Excerpts from a dataset

BEGIN

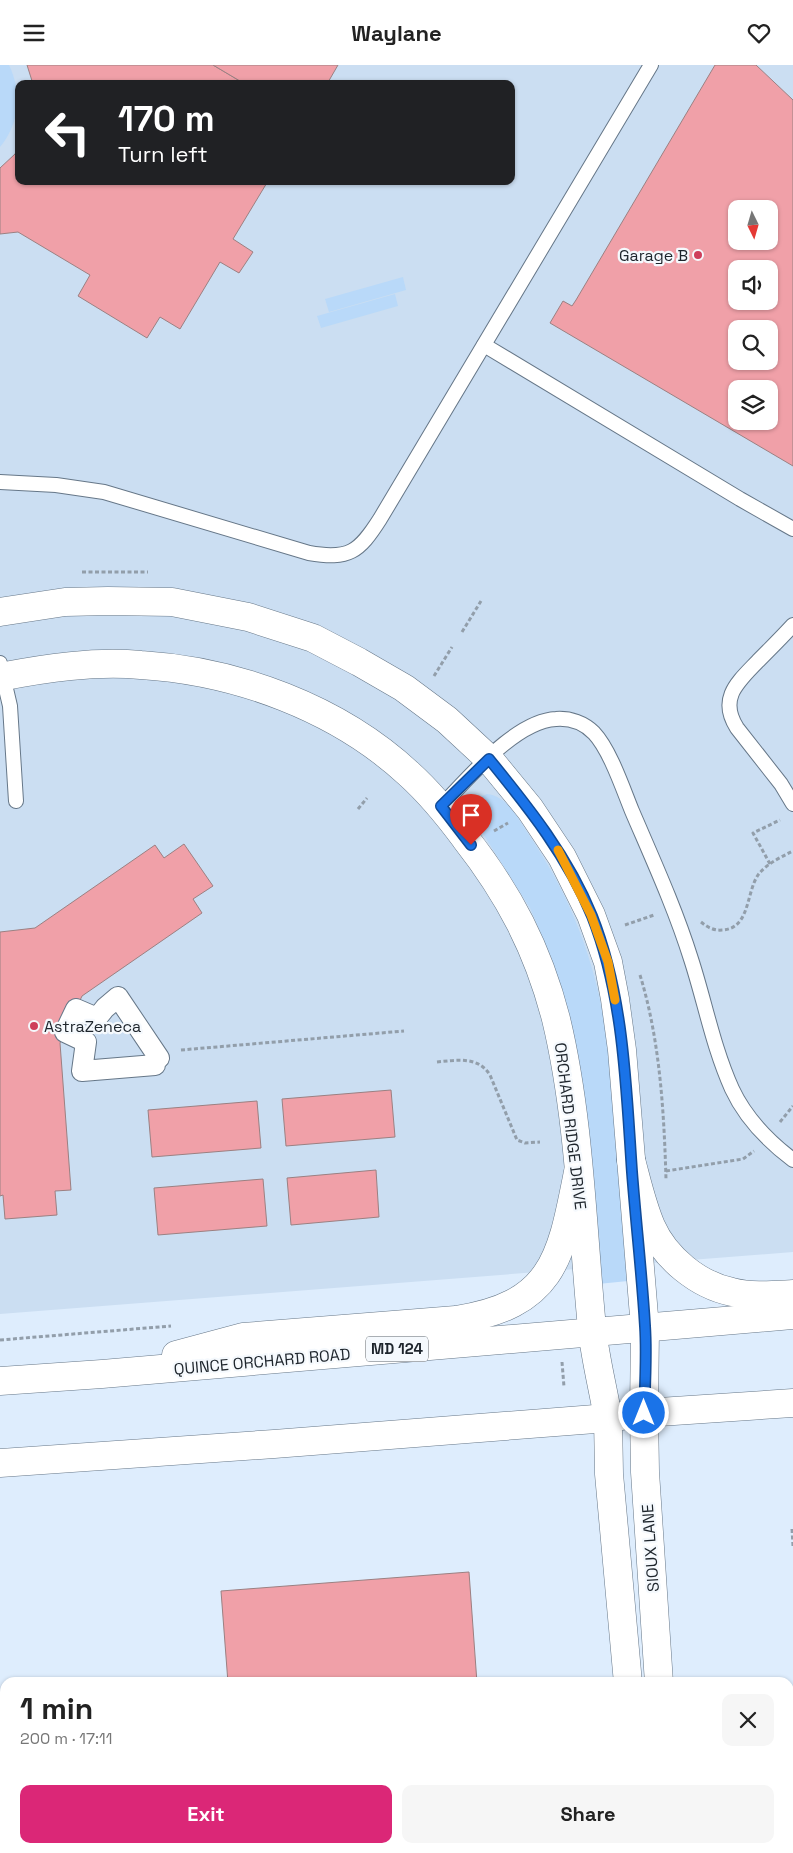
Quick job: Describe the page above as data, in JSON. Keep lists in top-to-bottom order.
{
  "streets": {
    "street": [
      "ORCHARD RIDGE DRIVE",
      "MD 124",
      "QUINCE ORCHARD ROAD",
      "SIOUX LANE"
    ]
  },
  "crossings": [
    ["ORCHARD RIDGE DRIVE", "QUINCE ORCHARD ROAD"],
    ["ORCHARD RIDGE DRIVE", "SIOUX LANE"]
  ],
  "places": ["Garage B", "AstraZeneca"],
  "north": "bottom",
  "page": {
    "header": "Waylane",
    "turn": ["170 m", "Turn left"],
    "heading": ["1 min", "200 m · 17:11"],
    "buttons": ["Exit", "Share"]
  }
}
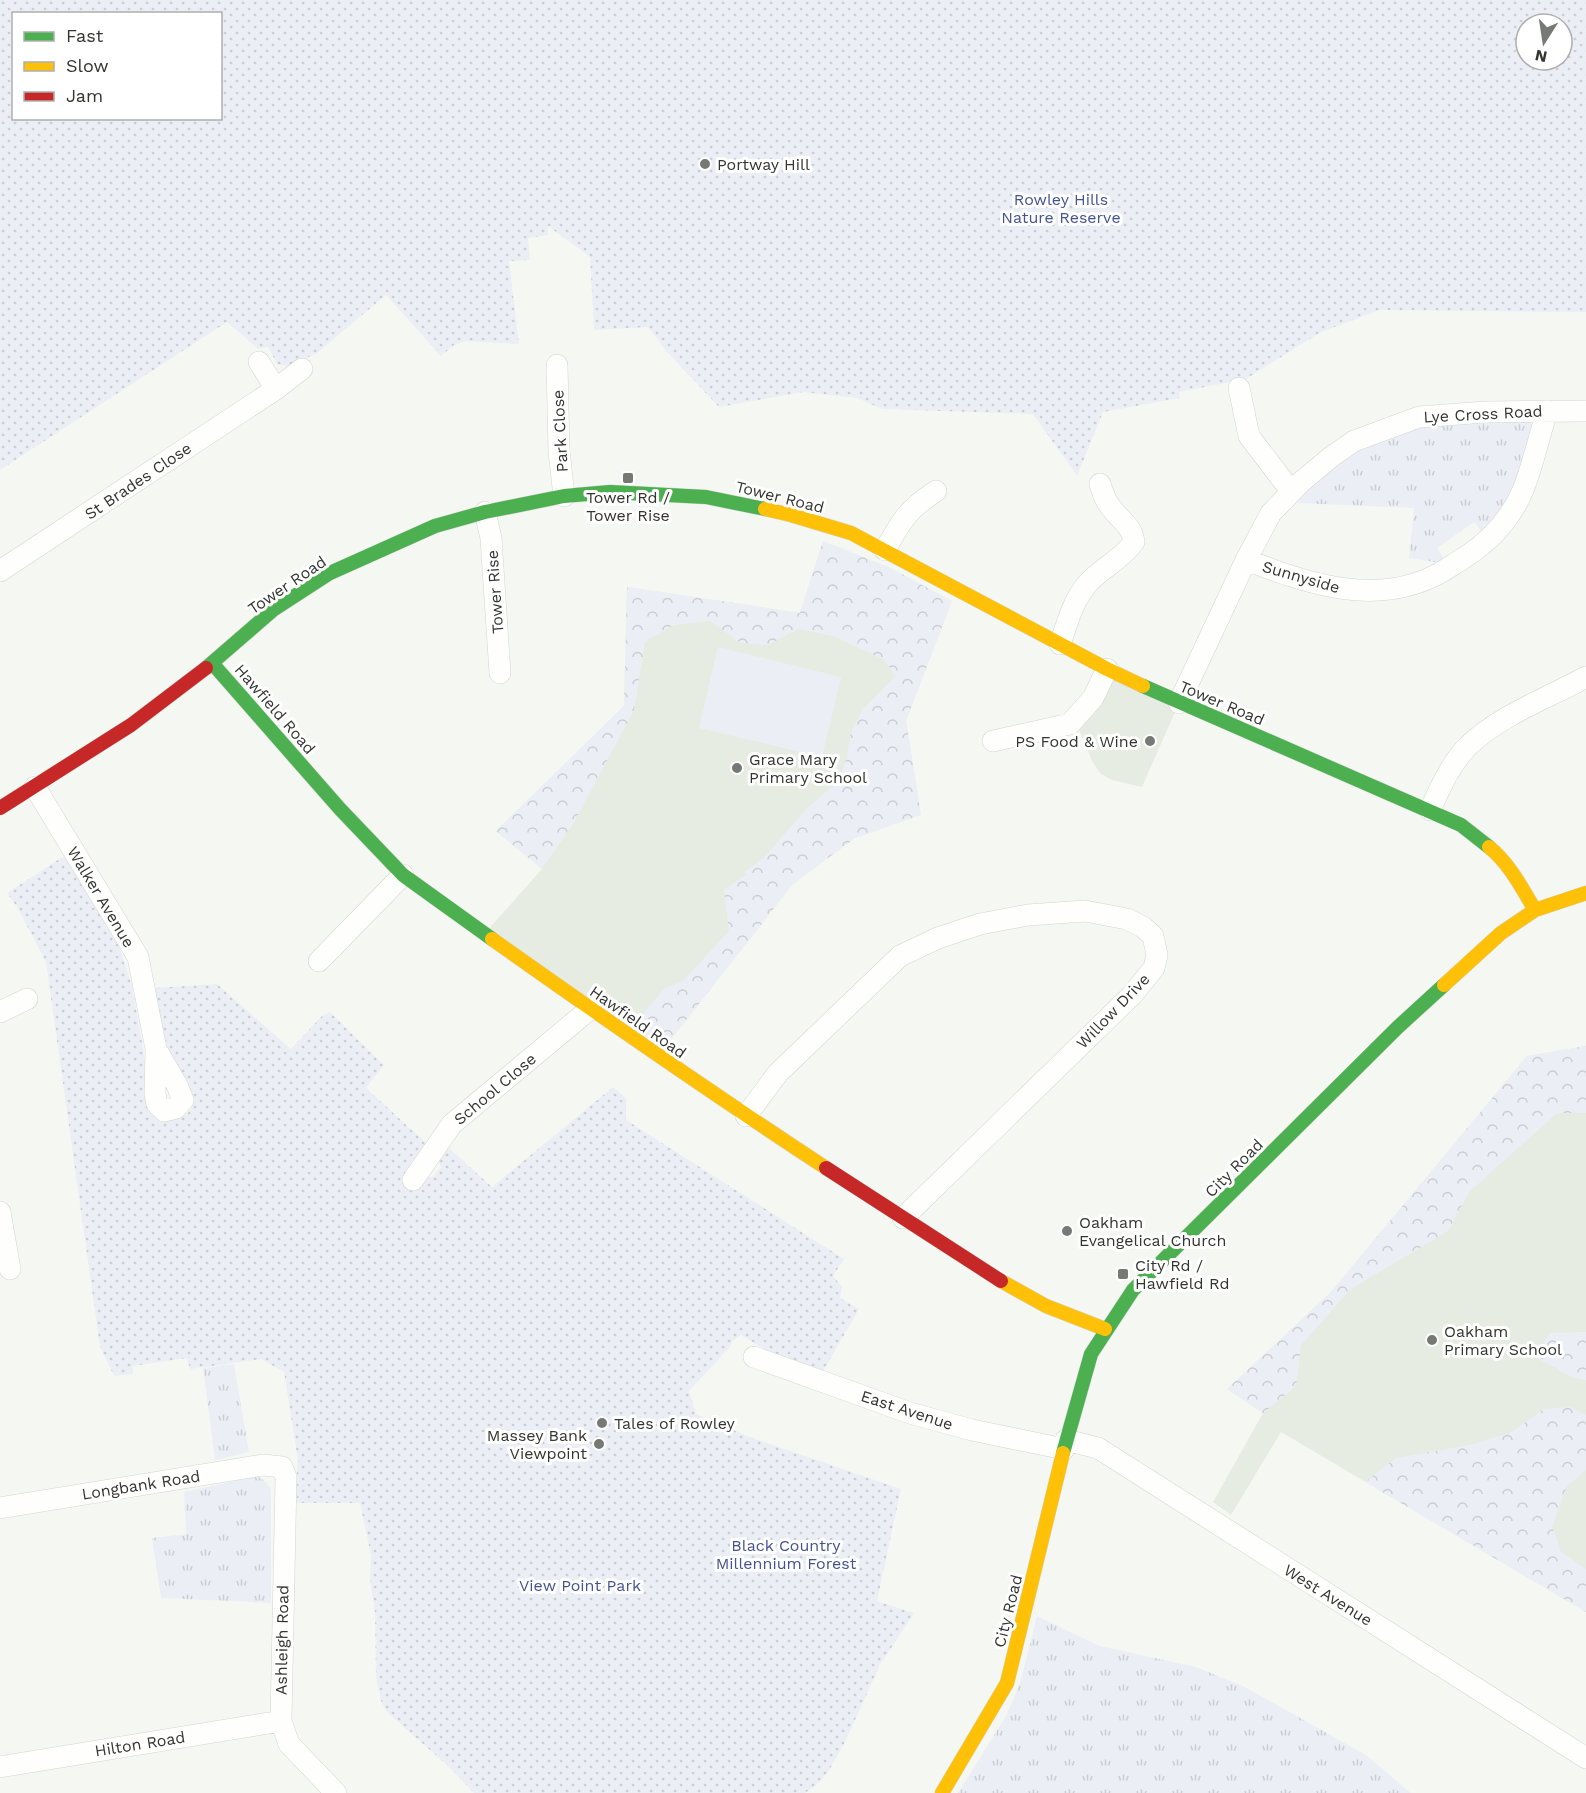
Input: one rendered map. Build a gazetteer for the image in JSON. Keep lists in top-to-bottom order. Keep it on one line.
{"streets":{"street":["Lye Cross Road","Park Close","St Brades Close","Tower Road","Sunnyside","Tower Rise","Hawfield Road","Walker Avenue","Willow Drive","School Close","City Road","East Avenue","Longbank Road","West Avenue","Ashleigh Road","Hilton Road"]},"crossings":[["Lye Cross Road","Tower Road"],["Lye Cross Road","Sunnyside"],["Park Close","Tower Road"],["Tower Road","Tower Rise"],["Tower Road","Hawfield Road"],["Tower Road","Walker Avenue"],["Tower Road","City Road"],["Hawfield Road","Willow Drive"],["Hawfield Road","School Close"],["Hawfield Road","City Road"],["City Road","East Avenue"],["City Road","West Avenue"],["East Avenue","West Avenue"],["Longbank Road","Ashleigh Road"],["Ashleigh Road","Hilton Road"]],"parks":["Rowley Hills Nature Reserve","Black Country Millennium Forest","View Point Park"],"places":{"other":["Portway Hill","PS Food & Wine","Grace Mary Primary School","Oakham Evangelical Church","Oakham Primary School","Tales of Rowley","Massey Bank Viewpoint"],"transit":["Tower Rd / Tower Rise","City Rd / Hawfield Rd"]},"legend":["Fast","Slow","Jam"],"north":"bottom"}
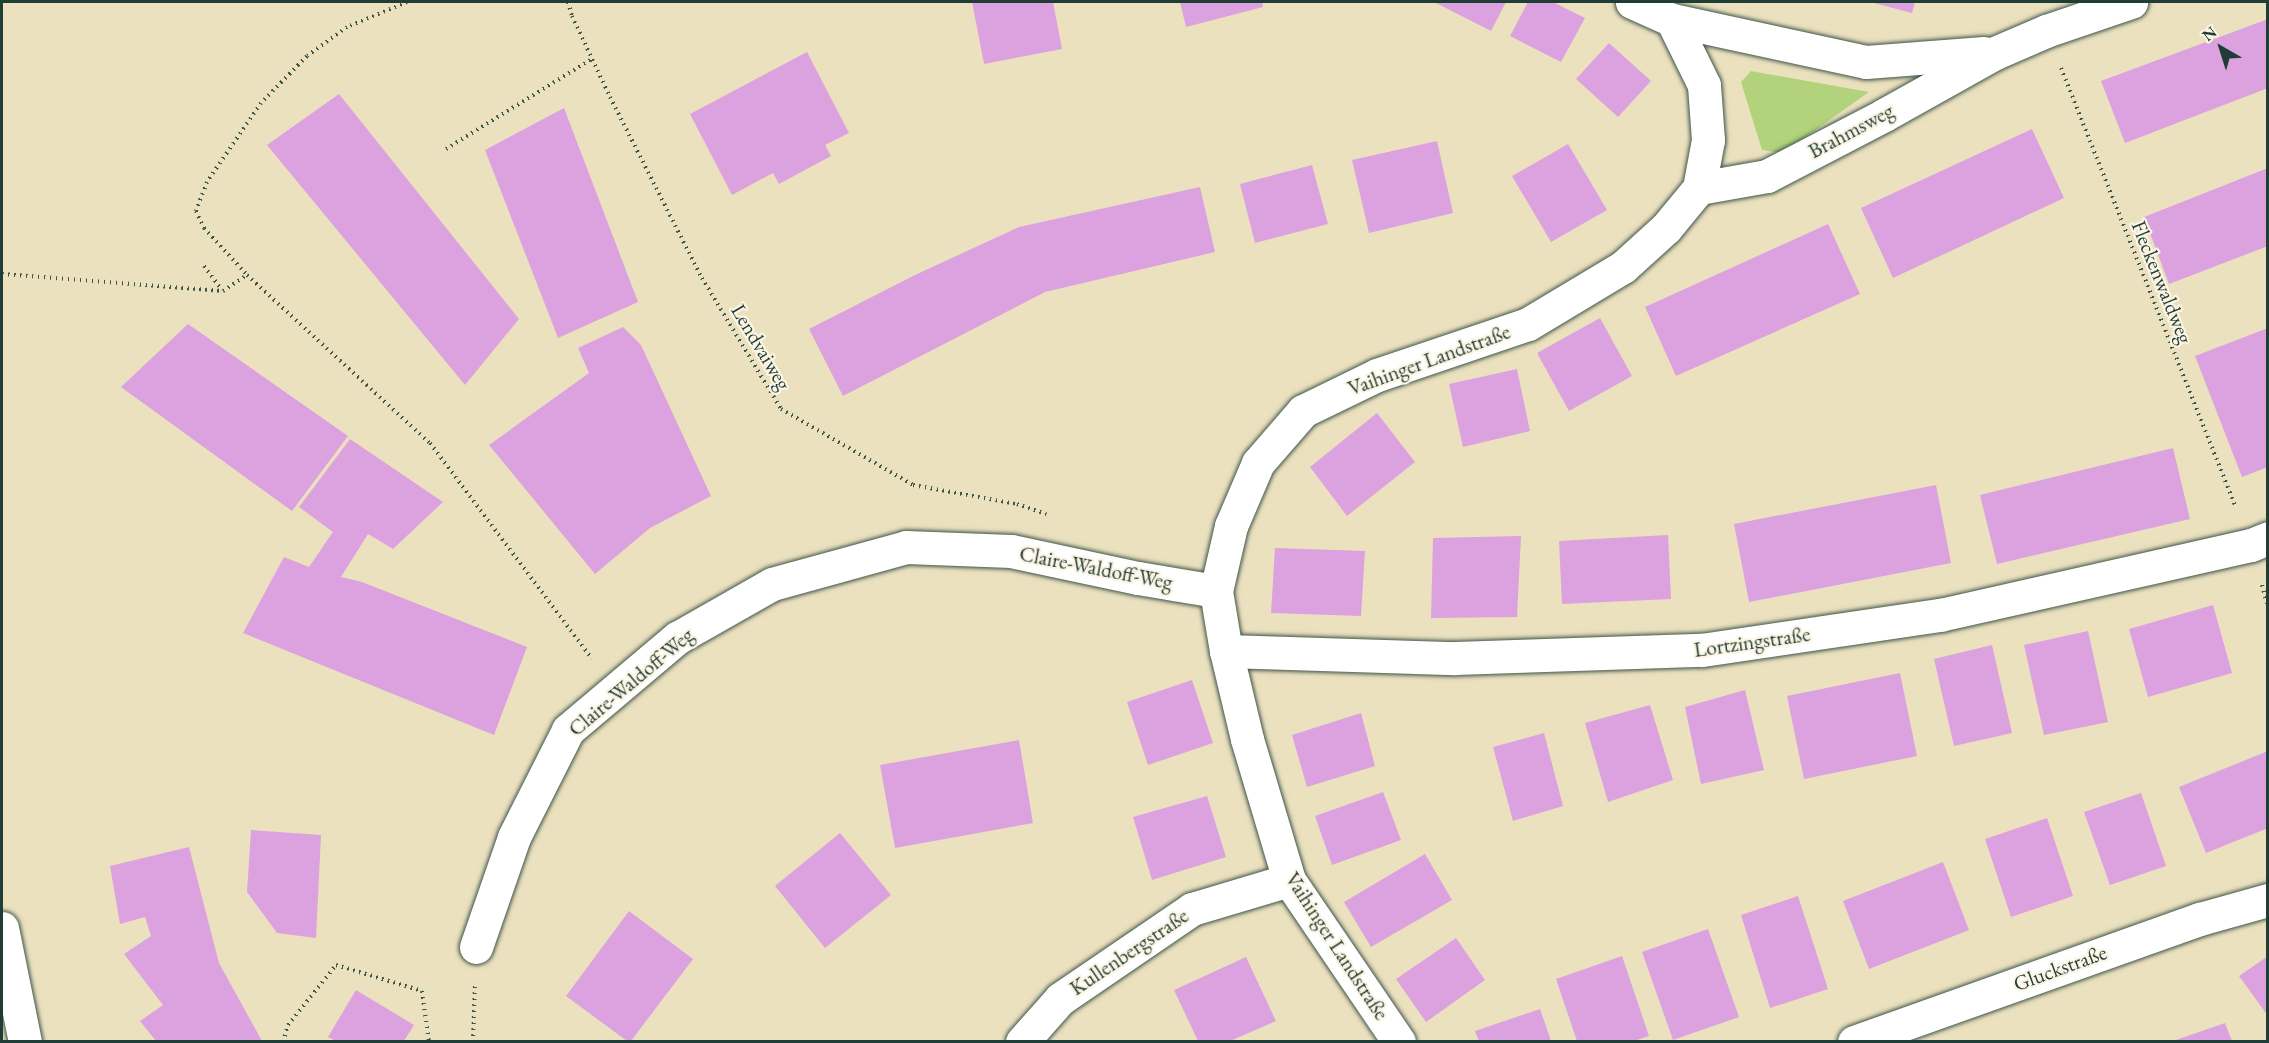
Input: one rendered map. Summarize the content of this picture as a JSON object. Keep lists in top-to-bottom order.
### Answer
{
  "streets": {
    "street": [
      "Brahmsweg",
      "Vaihinger Landstraße",
      "Claire-Waldoff-Weg",
      "Lortzingstraße",
      "Kullenbergstraße",
      "Gluckstraße"
    ],
    "path": ["Fleckenwaldweg", "Lendvaiweg"]
  },
  "crossings": [
    ["Brahmsweg", "Fleckenwaldweg"],
    ["Brahmsweg", "Vaihinger Landstraße"],
    ["Fleckenwaldweg", "Lortzingstraße"],
    ["Vaihinger Landstraße", "Claire-Waldoff-Weg"],
    ["Vaihinger Landstraße", "Lortzingstraße"],
    ["Vaihinger Landstraße", "Kullenbergstraße"]
  ],
  "north": "top left"
}
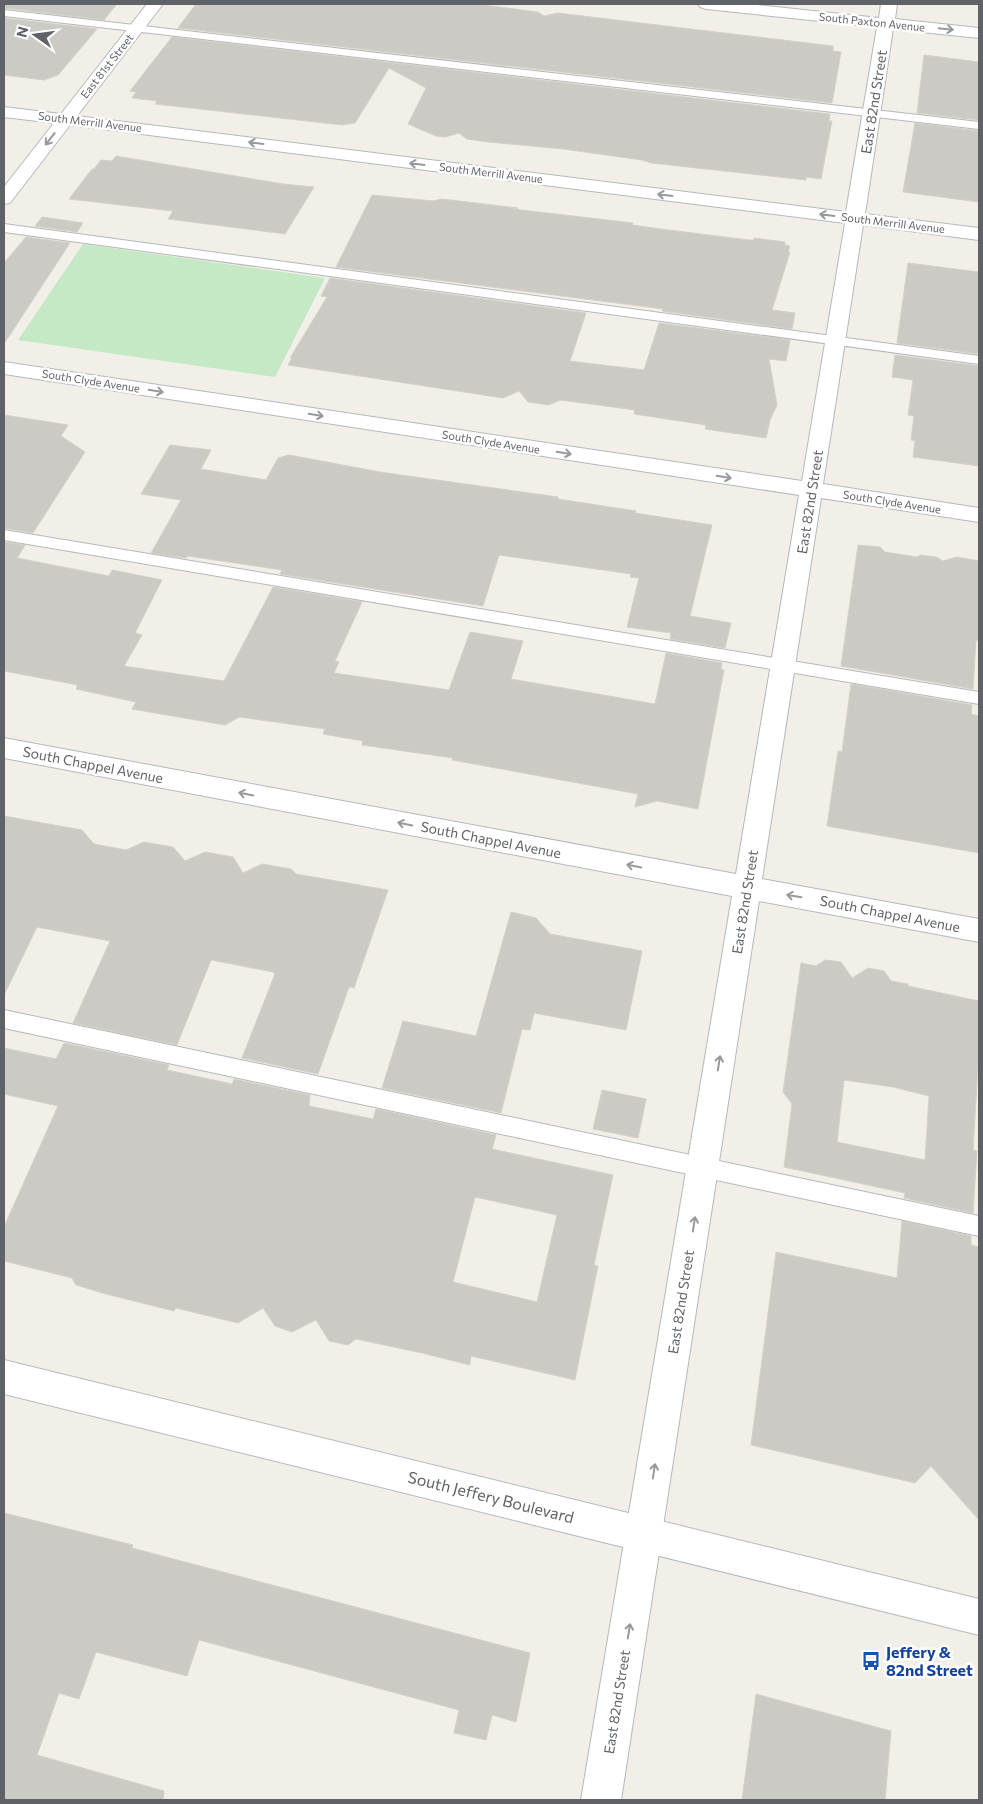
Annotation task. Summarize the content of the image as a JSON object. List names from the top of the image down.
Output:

END

Starting with the line that contains "Annotation task. Summarize", return every line through the last one of the records, exactly as written.

YOUR SOLUTION
Annotation task. Summarize the content of the image as a JSON object. List names from the top of the image down.
Output:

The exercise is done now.